[M3devel] text inefficiency? good mutable string type? arrays?

Jay jayk123 at hotmail.com
Wed Feb 27 00:46:26 CET 2008


Tony, what about the need to copy? The inability to iterate through characters without a function call per character? I guess though, from what you pointed out, a read only direct pointer is viable. And that removes the 256 character stack usage -- which is a bit piggy as it is. So then..I guess the next step in some compromise here is that it should perhaps be viable to get a read only pointer to a string (maybe already the case), compute the required size of the new one (follows naturally), and then be able to split up allocation and filling in of a string, a function to allocate and get a direct pointer, then fill in your data, then "seal" the text making it read only.

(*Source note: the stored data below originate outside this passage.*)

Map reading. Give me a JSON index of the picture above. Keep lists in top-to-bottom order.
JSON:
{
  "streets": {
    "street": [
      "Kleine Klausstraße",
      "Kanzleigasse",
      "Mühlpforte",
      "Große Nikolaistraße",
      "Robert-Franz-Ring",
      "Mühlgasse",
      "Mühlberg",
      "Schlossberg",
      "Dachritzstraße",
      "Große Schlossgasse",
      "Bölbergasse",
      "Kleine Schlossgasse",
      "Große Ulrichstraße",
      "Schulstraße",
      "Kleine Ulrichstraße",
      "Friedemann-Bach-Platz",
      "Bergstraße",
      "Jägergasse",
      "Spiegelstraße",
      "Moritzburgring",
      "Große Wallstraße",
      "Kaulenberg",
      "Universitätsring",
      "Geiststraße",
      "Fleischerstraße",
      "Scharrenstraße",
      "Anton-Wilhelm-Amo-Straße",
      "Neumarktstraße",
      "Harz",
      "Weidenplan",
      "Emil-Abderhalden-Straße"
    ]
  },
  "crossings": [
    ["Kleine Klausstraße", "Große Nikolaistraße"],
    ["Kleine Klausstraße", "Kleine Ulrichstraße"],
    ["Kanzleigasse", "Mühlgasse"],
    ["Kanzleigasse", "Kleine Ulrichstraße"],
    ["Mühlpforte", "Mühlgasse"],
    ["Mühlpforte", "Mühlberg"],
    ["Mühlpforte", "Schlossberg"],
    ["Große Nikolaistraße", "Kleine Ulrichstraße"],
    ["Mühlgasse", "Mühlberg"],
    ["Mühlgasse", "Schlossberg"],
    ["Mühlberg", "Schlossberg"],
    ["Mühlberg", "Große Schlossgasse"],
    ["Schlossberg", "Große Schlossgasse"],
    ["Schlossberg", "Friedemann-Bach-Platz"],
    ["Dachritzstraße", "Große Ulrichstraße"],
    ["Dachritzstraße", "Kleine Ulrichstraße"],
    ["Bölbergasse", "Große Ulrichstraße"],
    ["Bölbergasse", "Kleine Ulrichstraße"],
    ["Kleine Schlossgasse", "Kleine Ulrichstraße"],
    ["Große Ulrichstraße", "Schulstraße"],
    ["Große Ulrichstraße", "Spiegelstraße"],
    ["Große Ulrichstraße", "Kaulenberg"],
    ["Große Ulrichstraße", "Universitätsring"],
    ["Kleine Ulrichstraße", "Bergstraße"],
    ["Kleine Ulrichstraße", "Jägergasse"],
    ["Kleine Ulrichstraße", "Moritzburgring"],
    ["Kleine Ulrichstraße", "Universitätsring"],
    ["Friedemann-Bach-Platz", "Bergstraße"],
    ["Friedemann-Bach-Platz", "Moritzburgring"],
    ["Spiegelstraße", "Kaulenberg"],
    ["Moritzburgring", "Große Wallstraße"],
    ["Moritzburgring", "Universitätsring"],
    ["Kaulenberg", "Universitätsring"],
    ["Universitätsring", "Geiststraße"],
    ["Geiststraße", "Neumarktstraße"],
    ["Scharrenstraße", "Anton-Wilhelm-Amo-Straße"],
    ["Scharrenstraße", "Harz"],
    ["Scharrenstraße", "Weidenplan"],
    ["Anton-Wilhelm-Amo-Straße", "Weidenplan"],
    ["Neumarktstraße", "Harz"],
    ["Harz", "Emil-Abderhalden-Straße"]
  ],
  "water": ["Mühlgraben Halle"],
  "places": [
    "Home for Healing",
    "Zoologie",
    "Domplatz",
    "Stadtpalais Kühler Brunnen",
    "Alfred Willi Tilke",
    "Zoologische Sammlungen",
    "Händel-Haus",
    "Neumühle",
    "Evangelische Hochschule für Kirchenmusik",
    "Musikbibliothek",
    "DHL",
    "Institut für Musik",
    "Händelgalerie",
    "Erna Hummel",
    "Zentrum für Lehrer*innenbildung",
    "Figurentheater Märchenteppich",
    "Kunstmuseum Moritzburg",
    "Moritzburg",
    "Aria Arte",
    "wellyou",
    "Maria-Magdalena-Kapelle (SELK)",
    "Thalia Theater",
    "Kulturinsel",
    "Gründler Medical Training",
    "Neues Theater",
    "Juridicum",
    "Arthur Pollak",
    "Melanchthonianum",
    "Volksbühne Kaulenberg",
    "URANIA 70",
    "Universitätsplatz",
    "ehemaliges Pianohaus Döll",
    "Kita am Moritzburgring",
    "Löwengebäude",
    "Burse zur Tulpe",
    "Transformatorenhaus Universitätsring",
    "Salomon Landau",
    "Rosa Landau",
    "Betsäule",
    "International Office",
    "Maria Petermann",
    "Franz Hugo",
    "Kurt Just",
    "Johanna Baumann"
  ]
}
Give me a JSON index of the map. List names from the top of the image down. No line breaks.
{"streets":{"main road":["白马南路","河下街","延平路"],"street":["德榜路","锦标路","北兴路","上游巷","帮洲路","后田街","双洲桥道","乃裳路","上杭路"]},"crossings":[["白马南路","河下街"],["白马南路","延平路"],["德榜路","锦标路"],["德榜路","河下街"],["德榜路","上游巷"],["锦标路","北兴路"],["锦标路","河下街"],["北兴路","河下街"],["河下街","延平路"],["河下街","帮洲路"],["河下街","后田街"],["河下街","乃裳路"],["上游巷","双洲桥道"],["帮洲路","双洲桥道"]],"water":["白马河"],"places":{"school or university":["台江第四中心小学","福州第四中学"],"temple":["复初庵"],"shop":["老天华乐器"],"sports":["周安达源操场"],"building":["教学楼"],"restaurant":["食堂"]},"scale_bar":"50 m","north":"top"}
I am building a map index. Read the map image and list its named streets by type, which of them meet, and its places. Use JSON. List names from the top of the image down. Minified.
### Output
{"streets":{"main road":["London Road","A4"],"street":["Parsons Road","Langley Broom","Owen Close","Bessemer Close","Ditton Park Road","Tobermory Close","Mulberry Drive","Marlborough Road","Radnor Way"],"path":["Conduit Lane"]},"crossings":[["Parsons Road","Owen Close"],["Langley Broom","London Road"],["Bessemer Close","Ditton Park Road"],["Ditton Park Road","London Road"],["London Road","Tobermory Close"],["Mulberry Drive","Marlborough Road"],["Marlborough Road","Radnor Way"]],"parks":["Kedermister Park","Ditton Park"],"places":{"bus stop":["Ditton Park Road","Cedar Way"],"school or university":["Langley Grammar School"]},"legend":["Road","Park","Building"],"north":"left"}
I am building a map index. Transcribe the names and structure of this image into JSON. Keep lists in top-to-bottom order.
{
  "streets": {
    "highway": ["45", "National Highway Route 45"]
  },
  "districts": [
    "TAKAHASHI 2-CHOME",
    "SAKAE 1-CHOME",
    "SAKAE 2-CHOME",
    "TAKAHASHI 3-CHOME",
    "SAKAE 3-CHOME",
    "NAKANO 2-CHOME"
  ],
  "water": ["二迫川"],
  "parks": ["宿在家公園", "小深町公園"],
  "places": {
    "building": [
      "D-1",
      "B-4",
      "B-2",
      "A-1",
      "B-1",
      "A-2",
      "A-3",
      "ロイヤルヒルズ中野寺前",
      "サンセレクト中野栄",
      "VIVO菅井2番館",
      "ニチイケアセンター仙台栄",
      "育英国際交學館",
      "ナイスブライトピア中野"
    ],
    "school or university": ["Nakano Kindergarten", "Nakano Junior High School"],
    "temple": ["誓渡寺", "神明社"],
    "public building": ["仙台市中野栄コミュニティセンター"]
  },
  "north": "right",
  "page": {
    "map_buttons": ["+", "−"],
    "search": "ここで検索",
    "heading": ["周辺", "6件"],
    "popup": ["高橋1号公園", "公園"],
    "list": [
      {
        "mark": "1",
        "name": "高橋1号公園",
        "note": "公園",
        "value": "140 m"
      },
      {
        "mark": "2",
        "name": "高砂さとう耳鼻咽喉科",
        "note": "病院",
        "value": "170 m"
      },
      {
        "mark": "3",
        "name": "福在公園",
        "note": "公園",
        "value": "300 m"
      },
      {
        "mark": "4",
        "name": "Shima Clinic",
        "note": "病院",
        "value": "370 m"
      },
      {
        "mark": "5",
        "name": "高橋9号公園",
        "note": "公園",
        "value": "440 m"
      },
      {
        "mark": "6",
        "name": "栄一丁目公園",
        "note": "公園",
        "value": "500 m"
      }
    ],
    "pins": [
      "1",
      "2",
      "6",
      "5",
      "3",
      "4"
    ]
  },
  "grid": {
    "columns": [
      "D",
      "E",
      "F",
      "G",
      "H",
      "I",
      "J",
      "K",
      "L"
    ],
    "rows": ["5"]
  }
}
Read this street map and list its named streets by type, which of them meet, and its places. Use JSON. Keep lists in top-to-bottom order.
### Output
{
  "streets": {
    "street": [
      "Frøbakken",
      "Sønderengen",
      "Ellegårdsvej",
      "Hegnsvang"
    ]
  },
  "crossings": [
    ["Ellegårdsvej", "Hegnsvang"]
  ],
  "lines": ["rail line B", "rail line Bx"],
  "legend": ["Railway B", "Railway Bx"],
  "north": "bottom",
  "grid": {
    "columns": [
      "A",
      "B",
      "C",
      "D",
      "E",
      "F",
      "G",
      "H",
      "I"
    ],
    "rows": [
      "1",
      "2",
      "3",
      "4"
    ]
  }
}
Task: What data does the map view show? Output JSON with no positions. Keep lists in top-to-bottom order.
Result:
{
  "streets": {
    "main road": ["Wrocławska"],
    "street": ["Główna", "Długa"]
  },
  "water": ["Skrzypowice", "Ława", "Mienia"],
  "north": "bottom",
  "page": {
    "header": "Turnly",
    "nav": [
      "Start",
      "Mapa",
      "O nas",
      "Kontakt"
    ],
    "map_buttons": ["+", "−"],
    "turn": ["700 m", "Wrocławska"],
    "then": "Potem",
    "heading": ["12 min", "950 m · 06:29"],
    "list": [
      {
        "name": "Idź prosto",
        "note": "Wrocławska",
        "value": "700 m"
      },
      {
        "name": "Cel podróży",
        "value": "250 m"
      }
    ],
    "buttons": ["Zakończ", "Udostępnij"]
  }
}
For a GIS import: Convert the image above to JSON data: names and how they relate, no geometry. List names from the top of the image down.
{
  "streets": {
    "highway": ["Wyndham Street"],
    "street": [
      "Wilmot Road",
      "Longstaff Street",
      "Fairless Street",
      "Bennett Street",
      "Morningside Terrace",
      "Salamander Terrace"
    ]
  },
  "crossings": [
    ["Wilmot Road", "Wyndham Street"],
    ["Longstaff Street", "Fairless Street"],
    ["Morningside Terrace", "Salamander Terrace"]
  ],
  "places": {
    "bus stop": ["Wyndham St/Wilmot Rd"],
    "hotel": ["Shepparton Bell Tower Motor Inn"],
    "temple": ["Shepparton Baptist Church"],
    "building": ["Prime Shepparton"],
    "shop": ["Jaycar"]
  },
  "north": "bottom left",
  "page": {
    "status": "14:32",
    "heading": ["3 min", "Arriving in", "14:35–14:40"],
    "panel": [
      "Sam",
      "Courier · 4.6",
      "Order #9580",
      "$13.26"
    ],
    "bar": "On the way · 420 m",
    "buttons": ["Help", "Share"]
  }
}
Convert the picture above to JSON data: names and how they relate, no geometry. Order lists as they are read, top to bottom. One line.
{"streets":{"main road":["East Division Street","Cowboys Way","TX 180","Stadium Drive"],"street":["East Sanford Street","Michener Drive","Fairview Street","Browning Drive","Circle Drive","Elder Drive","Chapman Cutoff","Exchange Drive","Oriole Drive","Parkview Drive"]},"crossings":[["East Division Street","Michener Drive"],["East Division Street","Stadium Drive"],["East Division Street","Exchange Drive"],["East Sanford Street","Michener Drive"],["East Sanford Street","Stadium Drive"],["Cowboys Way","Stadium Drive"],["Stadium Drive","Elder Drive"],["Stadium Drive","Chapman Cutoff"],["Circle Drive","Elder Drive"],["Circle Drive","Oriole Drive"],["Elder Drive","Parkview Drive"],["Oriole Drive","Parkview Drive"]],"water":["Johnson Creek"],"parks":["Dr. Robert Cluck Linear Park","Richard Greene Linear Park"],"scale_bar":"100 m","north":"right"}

And I guess really you can just carefully use the "subversive" method here -- up to you to not pass the "unsealed" text off to anyone else until you are done writing to it.
 
Then just to deal with the varying representation but as I was suggesting, maybe that can be forced somehow.
Maybe creation can specify an encoding, or the "get buffer" function could -- though ideally there is just one, not two.
 
The stack vs. heap behavior is also not ideal in that it's nice for the performance of something to scale linearly with input, not suddenly slow way down when data exceeds some arbitrary threshold. Granted, a lot of code just starts failing, so merely slowing down is "progress". As well, eventually you end up swapping to disk, if you don't first run out of address space, so there will be limits at which things slow down or fail, just that they ought to be fairly large.
 
I also rather hoped/assumed that compile time text constants were formed constant-ly by the compiler, that the compiler knows their runtime layout. I realize the division of labor between compiler and runtime can be made at varying points, with varying resulting flexibility, but also varying resulting efficiency.
 
 - Jay


From: hosking at cs.purdue.eduTo: m3devel at elegosoft.comDate: Tue, 26 Feb 2008 17:43:17 -0500Subject: Re: [M3devel] text inefficiency? good mutable string type? arrays?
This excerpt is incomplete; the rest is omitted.